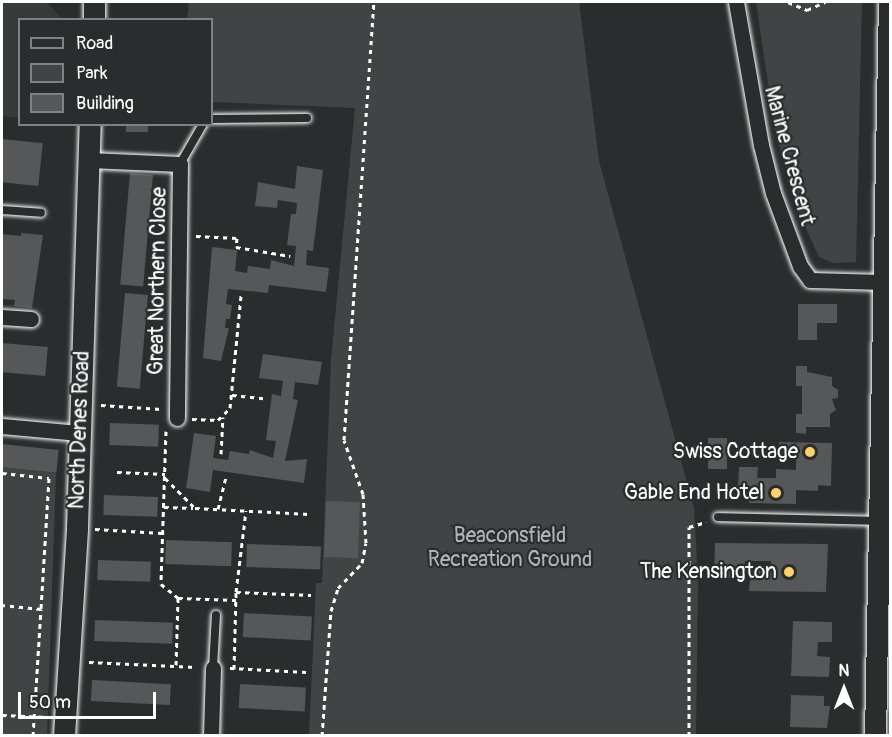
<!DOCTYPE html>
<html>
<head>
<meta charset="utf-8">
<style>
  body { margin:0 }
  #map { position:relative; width:892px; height:737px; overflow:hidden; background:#2a2d2e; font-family:Pangolin,sans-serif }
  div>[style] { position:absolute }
  .built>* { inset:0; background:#373a3b }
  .green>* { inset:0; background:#414445 }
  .building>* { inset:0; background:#555758; transform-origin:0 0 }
  .path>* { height:3px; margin-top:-1.5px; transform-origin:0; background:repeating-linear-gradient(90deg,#fff 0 4.5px,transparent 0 9px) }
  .roads { filter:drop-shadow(0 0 2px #fff) drop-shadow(0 0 2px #fff) }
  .lane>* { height:8px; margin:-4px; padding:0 4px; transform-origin:4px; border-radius:4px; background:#2a2d2e }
  .street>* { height:15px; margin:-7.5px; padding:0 7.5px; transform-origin:7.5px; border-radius:7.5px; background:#2a2d2e }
  .secondary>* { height:21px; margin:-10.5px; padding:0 10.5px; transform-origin:10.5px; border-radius:10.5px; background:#2a2d2e }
  .dots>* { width:16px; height:16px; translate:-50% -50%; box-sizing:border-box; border:3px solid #2a2d2e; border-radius:50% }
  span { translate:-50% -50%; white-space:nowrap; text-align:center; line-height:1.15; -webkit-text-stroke:4.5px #2a2d2e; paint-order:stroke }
  .street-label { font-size:21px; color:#fff }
  .poi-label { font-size:21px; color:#fff }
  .right { translate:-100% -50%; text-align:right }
  .park-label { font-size:21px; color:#b3b4b5 }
  .frame { position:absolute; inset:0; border:3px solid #fff; pointer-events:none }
  .legend { position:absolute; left:18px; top:18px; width:195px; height:108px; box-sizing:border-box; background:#2a2d2e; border:2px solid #7f8182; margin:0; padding:8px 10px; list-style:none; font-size:18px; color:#fff }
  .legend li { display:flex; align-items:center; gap:12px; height:30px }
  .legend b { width:30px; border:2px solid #7f8182 }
  .north { position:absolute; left:814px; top:659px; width:60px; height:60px; -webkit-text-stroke:4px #2a2d2e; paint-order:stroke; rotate:0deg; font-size:16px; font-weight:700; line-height:24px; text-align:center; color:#fff }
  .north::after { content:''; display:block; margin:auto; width:21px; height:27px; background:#fff; clip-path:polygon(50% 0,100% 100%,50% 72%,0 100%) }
  .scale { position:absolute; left:18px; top:692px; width:138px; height:27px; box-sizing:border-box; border:3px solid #fff; border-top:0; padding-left:8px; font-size:18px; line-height:21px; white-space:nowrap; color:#fff; -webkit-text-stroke:4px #2a2d2e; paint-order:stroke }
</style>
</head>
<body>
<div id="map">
  <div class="built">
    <i style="clip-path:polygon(2px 2px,47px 2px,62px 19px,20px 20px,19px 118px,2px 116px)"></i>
  </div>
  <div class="green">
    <i style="clip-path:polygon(189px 2px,579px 2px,599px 161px,694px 508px,698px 579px,696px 735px,309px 735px,316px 583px,322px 583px,331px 360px,355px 108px,212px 102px,212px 20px,187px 20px)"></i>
    <i style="clip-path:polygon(756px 2px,862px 2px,856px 262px,833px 263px,819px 257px,800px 215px,775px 131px)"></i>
    <i style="clip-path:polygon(2px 467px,56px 473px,47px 735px,2px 736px)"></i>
  </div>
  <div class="building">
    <i style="left:126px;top:124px;width:22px;height:8px"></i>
    <i style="left:2px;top:139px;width:41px;height:43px;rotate:6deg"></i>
    <i style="clip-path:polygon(297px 166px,323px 170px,313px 251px,307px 250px,306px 265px,329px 268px,326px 292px,269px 285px,268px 293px,228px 289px,226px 304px,232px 305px,230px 319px,226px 319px,225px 328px,229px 328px,221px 361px,203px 358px,212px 247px,237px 250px,235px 271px,247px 273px,248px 266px,270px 269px,271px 260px,294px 266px,296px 246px,287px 245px,291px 214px,296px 214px,297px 203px,278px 200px,277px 208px,255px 206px,258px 182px,295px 189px)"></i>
    <i style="left:130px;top:173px;width:23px;height:112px;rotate:5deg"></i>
    <i style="clip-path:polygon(21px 233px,43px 235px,32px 308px,14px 306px,15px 300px,2px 299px,2px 234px,21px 236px)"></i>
    <i style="left:125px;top:293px;width:23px;height:94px;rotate:5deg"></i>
    <i style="clip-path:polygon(798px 304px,837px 304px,837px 323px,817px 323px,817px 340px,798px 340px)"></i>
    <i style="left:2px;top:343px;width:46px;height:29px;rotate:5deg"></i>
    <i style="clip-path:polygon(263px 354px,322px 362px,318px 385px,295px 382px,293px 399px,298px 400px,285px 461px,307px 459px,304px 483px,213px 470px,210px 492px,186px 488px,194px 433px,216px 436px,213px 458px,228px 460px,230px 451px,249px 454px,250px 450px,273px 458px,276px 441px,266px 440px,272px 394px,281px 396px,283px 381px,259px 378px)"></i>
    <i style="clip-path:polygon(796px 366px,807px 366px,807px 372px,832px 377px,832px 386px,838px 390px,838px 398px,832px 399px,836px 410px,830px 414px,830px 427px,806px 427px,806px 434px,796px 433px,796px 414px,802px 414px,802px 386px,796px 386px)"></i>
    <i style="left:110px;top:423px;width:49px;height:22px;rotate:2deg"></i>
    <i style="left:708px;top:438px;width:19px;height:31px"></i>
    <i style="clip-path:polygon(779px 442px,832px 443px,831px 486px,818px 485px,818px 491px,796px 490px,796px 504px,749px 503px,750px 490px,738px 489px,739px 467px,758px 467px,757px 478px,776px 478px,776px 469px,796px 470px,796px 458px,779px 458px)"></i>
    <i style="left:2px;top:444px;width:57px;height:23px;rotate:6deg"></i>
    <i style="left:104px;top:495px;width:54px;height:20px;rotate:2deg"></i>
    <i style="left:326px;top:501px;width:34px;height:56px;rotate:2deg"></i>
    <i style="left:166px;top:540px;width:66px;height:24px;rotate:2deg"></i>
    <i style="clip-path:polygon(715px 543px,828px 544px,826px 592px,749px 591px,751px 566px,771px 566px,771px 561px,745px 561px,744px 578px,714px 578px)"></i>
    <i style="left:247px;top:544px;width:74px;height:23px;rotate:2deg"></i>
    <i style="left:98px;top:560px;width:53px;height:20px;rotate:2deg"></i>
    <i style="left:244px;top:613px;width:68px;height:24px;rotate:3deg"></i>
    <i style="left:95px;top:620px;width:78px;height:21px;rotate:2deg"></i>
    <i style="clip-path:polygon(793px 621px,832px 622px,832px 642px,818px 642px,817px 656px,830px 657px,829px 677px,791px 676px)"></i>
    <i style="left:92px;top:680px;width:79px;height:21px;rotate:3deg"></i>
    <i style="left:240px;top:684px;width:66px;height:24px;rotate:3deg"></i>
    <i style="clip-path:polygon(791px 695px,824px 696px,824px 706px,830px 706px,827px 728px,790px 727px)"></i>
  </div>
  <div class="path">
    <i style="left:788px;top:2px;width:21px;rotate:23deg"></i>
    <i style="left:807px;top:10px;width:20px;rotate:-24deg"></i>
    <i style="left:196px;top:236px;width:41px;rotate:2.8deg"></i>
    <i style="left:237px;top:238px;width:9px;rotate:96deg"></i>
    <i style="left:236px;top:247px;width:55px;rotate:9.5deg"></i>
    <i style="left:232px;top:395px;width:36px;rotate:6deg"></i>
    <i style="left:101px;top:405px;width:60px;rotate:3.8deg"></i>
    <i style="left:192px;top:419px;width:26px;rotate:2deg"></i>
    <i style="left:218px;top:420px;width:17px;rotate:-45deg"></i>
    <i style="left:230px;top:408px;width:113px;rotate:-84.4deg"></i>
    <i style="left:166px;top:431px;width:153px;rotate:91.9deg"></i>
    <i style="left:161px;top:584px;width:22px;rotate:39deg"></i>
    <i style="left:178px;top:598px;width:58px;rotate:2deg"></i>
    <i style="left:221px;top:454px;width:37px;rotate:-87deg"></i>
    <i style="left:117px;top:472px;width:48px;rotate:2.4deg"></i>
    <i style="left:2px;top:473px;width:47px;rotate:6.1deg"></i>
    <i style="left:49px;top:478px;width:131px;rotate:93.5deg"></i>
    <i style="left:41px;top:609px;width:39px;rotate:-174deg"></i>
    <i style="left:165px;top:478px;width:42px;rotate:45deg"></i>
    <i style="left:195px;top:508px;width:114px;rotate:3deg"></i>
    <i style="left:164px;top:507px;width:29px;rotate:2deg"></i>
    <i style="left:218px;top:509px;width:33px;rotate:-76deg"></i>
    <i style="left:95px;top:529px;width:67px;rotate:3.4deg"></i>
    <i style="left:236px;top:592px;width:75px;rotate:2.3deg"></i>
    <i style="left:89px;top:662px;width:107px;rotate:2.7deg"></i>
    <i style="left:176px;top:665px;width:67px;rotate:-88.3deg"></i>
    <i style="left:230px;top:668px;width:76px;rotate:3deg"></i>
    <i style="left:234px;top:669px;width:77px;rotate:-88.5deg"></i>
    <i style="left:236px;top:592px;width:82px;rotate:-83deg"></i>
    <i style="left:2px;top:715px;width:46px;rotate:2.5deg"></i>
    <i style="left:33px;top:736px;width:127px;rotate:-86.4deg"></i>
    <i style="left:322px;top:736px;width:125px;rotate:-85.9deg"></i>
    <i style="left:331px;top:611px;width:24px;rotate:-73deg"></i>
    <i style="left:338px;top:588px;width:35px;rotate:-46deg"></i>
    <i style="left:362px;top:563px;width:20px;rotate:-79deg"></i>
    <i style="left:366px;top:543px;width:49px;rotate:-93.5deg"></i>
    <i style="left:363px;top:494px;width:57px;rotate:-109.4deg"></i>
    <i style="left:344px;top:440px;width:439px;rotate:-86.1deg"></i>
    <i style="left:689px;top:736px;width:209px;rotate:-90deg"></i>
    <i style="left:689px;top:527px;width:18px;rotate:-16deg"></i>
  </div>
  <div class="roads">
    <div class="lane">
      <i style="left:212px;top:119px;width:95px;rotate:-0.6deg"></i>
      <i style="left:180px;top:164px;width:46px;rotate:-60.1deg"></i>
      <i style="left:2px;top:210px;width:39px;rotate:4deg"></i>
      <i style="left:718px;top:517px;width:161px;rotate:1.4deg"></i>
      <i style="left:213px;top:668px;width:53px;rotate:-86.8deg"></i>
    </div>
    <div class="street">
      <i style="left:736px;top:2px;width:145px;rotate:80.1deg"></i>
      <i style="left:761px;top:145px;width:49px;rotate:76deg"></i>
      <i style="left:773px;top:193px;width:78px;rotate:69.7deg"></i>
      <i style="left:800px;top:266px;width:17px;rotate:54deg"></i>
      <i style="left:810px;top:280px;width:74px;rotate:1.5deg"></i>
      <i style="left:89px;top:160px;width:91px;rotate:2.5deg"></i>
      <i style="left:180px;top:164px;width:254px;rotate:90.7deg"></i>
      <i style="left:2px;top:317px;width:29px;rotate:4deg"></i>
      <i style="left:2px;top:426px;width:77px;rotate:5.2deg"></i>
      <i style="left:211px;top:736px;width:68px;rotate:-88.3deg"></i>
    </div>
    <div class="secondary">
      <i style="left:94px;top:20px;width:18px;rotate:-90deg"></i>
      <i style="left:64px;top:736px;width:208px;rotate:-86.4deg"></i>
      <i style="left:77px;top:528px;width:404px;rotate:-88.2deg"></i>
      <i style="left:875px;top:736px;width:734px;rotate:-88.91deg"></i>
    </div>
  </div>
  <div class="dots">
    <i style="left:810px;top:452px;background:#ffd166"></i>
    <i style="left:776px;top:493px;background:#ffd166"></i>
    <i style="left:789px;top:572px;background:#ffd166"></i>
  </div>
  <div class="street-label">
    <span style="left:789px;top:156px;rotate:75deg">Marine Crescent</span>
    <span style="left:158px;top:281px;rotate:-89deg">Great Northern Close</span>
    <span style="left:80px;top:430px;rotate:-88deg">North Denes Road</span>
  </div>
  <div class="poi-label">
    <span class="right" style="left:798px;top:452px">Swiss Cottage</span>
    <span class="right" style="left:764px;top:493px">Gable End Hotel</span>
    <span class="right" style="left:777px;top:572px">The Kensington</span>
  </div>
  <div class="park-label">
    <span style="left:510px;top:548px">Beaconsfield<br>Recreation Ground</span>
  </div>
  <div class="frame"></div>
  <ul class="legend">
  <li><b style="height:8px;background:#2a2d2e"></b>Road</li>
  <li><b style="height:16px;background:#414445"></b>Park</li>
  <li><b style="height:16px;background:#555758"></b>Building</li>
  </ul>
  <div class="north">N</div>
  <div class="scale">50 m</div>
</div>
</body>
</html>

+ + + + + + +

### WHAT IS BEING ASKED
Copy only what lies between the start of the listing above and the line containing "position:relative; width:892px; height:737px;", inclusive of both ends, exactly as written, and drop the pictures.

### REPLY TO THE TASK
<!DOCTYPE html>
<html>
<head>
<meta charset="utf-8">
<style>
  body { margin:0 }
  #map { position:relative; width:892px; height:737px; overflow:hidden; background:#2a2d2e; font-family:Pangolin,sans-serif }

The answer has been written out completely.